Requirement -
Wherever a line in the material contains the word "played", copy that line.

Source data -
::::
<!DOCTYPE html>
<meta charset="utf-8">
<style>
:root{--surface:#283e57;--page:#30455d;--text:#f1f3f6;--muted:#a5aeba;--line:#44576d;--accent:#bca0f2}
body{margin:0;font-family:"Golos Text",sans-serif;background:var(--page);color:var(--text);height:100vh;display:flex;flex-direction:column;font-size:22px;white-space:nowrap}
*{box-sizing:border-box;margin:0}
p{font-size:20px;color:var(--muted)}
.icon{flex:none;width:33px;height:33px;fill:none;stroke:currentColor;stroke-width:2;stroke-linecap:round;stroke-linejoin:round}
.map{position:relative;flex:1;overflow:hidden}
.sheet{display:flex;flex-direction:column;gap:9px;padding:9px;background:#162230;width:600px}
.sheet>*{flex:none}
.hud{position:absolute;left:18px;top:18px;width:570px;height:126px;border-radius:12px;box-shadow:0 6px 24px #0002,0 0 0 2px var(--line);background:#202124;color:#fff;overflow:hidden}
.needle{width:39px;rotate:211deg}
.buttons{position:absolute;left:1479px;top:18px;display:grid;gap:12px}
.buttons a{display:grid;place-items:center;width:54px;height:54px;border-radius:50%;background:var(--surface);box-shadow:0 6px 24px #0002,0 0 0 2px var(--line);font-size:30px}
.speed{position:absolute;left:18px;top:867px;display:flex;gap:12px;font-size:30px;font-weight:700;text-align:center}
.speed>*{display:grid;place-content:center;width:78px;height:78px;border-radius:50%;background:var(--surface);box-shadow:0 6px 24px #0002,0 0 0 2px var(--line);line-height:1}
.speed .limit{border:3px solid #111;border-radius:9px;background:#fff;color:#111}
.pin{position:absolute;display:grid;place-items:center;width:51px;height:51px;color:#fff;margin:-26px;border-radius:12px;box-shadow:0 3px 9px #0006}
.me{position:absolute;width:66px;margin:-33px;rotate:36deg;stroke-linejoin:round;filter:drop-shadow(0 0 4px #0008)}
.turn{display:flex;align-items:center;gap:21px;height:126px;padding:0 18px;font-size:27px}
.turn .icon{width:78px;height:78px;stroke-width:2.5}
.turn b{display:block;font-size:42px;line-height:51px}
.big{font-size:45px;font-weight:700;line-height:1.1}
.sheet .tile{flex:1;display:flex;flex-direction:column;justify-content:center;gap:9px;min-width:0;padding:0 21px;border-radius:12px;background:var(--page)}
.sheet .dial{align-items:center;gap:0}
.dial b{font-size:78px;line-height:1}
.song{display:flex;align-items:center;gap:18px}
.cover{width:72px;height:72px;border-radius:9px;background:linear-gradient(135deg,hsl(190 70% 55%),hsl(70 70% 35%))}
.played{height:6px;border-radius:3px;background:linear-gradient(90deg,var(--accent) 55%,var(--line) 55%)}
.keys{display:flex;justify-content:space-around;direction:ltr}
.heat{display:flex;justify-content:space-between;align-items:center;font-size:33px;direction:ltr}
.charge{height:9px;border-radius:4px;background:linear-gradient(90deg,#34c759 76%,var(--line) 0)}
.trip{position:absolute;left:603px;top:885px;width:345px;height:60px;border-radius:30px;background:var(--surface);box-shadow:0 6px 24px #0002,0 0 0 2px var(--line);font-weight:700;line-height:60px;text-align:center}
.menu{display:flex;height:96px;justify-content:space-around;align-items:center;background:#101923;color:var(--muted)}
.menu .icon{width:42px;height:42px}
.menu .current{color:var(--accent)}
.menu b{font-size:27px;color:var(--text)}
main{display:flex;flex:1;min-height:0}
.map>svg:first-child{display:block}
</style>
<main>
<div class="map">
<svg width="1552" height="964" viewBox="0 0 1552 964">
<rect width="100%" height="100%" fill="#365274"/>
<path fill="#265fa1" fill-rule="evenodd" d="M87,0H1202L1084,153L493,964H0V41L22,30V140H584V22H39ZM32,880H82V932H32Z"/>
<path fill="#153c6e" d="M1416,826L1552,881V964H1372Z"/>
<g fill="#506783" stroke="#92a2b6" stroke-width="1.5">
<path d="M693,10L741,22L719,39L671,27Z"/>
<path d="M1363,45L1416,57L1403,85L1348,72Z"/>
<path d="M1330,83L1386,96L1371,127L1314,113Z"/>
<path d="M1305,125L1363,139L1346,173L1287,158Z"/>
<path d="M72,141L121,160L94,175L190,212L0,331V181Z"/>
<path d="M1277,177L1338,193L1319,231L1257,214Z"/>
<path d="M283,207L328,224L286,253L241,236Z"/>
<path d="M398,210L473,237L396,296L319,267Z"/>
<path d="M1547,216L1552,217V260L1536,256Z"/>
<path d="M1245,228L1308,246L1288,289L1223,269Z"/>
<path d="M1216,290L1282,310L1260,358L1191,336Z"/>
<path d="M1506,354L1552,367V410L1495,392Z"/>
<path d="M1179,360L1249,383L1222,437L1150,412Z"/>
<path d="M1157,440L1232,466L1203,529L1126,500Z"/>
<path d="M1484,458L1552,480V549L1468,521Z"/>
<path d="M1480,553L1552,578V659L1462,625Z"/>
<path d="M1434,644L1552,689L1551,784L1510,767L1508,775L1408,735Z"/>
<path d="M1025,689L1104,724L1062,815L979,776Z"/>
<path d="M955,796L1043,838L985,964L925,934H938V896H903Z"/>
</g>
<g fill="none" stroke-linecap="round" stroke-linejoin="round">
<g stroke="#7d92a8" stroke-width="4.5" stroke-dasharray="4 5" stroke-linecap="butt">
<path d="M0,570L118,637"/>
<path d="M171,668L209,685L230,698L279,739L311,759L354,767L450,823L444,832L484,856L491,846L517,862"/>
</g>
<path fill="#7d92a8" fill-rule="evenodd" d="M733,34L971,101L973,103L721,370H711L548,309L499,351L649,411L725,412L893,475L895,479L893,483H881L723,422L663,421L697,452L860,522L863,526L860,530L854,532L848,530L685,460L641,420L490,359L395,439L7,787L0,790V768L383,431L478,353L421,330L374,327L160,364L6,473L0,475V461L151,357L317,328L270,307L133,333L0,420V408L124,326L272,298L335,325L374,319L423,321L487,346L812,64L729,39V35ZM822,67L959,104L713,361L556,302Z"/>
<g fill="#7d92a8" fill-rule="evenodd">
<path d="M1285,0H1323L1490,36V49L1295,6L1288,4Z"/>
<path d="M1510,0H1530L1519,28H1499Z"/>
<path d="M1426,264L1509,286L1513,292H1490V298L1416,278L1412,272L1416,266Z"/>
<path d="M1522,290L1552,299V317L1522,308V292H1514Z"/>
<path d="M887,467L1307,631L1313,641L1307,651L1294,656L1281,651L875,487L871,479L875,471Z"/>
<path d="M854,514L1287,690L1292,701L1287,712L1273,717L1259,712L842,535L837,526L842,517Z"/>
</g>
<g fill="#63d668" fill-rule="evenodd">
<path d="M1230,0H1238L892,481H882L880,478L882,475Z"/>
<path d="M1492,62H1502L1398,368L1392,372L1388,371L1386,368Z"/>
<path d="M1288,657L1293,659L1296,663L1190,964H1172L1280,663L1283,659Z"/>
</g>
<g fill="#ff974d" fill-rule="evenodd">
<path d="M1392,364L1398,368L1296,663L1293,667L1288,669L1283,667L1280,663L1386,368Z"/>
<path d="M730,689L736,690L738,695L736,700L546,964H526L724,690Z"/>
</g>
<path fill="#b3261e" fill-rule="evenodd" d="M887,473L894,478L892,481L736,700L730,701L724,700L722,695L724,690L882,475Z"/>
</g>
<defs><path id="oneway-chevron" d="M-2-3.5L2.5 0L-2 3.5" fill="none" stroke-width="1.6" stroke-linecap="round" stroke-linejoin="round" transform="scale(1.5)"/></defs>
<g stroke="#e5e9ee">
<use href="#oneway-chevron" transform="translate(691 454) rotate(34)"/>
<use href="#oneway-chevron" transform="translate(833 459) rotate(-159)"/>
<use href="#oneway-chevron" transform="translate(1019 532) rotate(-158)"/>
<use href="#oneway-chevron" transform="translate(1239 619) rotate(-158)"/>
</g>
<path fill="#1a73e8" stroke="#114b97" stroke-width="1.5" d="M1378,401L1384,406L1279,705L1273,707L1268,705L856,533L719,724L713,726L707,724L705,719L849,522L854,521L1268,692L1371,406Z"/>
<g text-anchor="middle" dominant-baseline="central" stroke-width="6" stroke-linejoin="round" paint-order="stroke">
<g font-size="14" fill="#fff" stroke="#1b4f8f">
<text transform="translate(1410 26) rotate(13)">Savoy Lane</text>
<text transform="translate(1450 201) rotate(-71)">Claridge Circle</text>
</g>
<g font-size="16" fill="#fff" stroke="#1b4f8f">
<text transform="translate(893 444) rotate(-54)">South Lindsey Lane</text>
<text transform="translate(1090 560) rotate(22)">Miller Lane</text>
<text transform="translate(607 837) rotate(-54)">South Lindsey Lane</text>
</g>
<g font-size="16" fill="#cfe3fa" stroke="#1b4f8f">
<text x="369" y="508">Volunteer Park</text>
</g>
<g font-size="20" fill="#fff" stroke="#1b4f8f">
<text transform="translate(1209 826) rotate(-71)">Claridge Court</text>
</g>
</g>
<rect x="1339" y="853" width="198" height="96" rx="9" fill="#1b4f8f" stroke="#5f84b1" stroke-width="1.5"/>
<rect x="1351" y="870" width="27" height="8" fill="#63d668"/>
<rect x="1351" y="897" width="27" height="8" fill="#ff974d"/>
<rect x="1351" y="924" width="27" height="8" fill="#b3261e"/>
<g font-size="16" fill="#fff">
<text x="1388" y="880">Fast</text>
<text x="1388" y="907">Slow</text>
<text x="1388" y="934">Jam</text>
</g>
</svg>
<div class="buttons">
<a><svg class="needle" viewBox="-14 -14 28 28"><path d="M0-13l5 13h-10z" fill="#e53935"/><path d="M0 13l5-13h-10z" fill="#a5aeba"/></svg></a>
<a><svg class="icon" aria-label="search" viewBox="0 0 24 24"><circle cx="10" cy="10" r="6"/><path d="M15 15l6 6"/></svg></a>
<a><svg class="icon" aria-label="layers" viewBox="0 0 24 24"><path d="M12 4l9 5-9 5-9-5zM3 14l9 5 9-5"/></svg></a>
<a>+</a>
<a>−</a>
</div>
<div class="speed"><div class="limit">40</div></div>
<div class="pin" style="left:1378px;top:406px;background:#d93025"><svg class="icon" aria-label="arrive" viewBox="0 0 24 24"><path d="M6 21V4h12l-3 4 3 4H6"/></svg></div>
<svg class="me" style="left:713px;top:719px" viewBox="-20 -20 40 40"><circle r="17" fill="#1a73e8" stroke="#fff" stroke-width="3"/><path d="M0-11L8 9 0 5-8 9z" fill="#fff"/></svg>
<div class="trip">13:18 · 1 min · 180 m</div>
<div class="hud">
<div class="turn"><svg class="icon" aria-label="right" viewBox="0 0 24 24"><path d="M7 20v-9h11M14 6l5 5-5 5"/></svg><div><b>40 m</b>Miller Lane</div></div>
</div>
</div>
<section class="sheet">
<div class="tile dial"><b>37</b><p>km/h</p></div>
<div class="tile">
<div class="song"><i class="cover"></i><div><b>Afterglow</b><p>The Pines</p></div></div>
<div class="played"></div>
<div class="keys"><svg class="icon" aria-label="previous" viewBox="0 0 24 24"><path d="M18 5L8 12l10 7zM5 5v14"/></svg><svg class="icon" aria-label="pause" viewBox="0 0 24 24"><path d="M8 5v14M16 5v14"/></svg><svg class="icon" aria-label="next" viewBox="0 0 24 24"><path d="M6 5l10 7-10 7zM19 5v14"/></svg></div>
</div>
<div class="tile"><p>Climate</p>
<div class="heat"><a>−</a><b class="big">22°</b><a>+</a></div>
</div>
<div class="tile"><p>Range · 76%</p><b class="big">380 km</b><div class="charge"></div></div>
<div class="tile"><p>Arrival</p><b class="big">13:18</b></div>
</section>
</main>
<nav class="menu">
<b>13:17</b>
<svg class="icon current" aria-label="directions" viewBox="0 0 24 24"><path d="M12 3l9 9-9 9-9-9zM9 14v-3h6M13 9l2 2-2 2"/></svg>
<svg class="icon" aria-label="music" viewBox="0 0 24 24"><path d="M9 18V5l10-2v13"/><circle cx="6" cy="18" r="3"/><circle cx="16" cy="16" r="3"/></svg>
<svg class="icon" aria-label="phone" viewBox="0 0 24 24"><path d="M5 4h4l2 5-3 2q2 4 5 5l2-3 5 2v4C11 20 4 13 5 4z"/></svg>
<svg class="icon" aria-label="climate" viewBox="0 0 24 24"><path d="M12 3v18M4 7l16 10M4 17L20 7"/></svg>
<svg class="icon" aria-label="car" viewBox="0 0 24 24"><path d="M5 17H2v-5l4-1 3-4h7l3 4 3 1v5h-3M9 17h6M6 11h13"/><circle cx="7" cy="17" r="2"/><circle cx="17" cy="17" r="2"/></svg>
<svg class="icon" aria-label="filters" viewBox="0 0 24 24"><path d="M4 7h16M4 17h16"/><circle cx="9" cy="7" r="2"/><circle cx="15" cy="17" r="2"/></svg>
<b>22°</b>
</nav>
::::
Problem solution -
.played{height:6px;border-radius:3px;background:linear-gradient(90deg,var(--accent) 55%,var(--line) 55%)}
<div class="played"></div>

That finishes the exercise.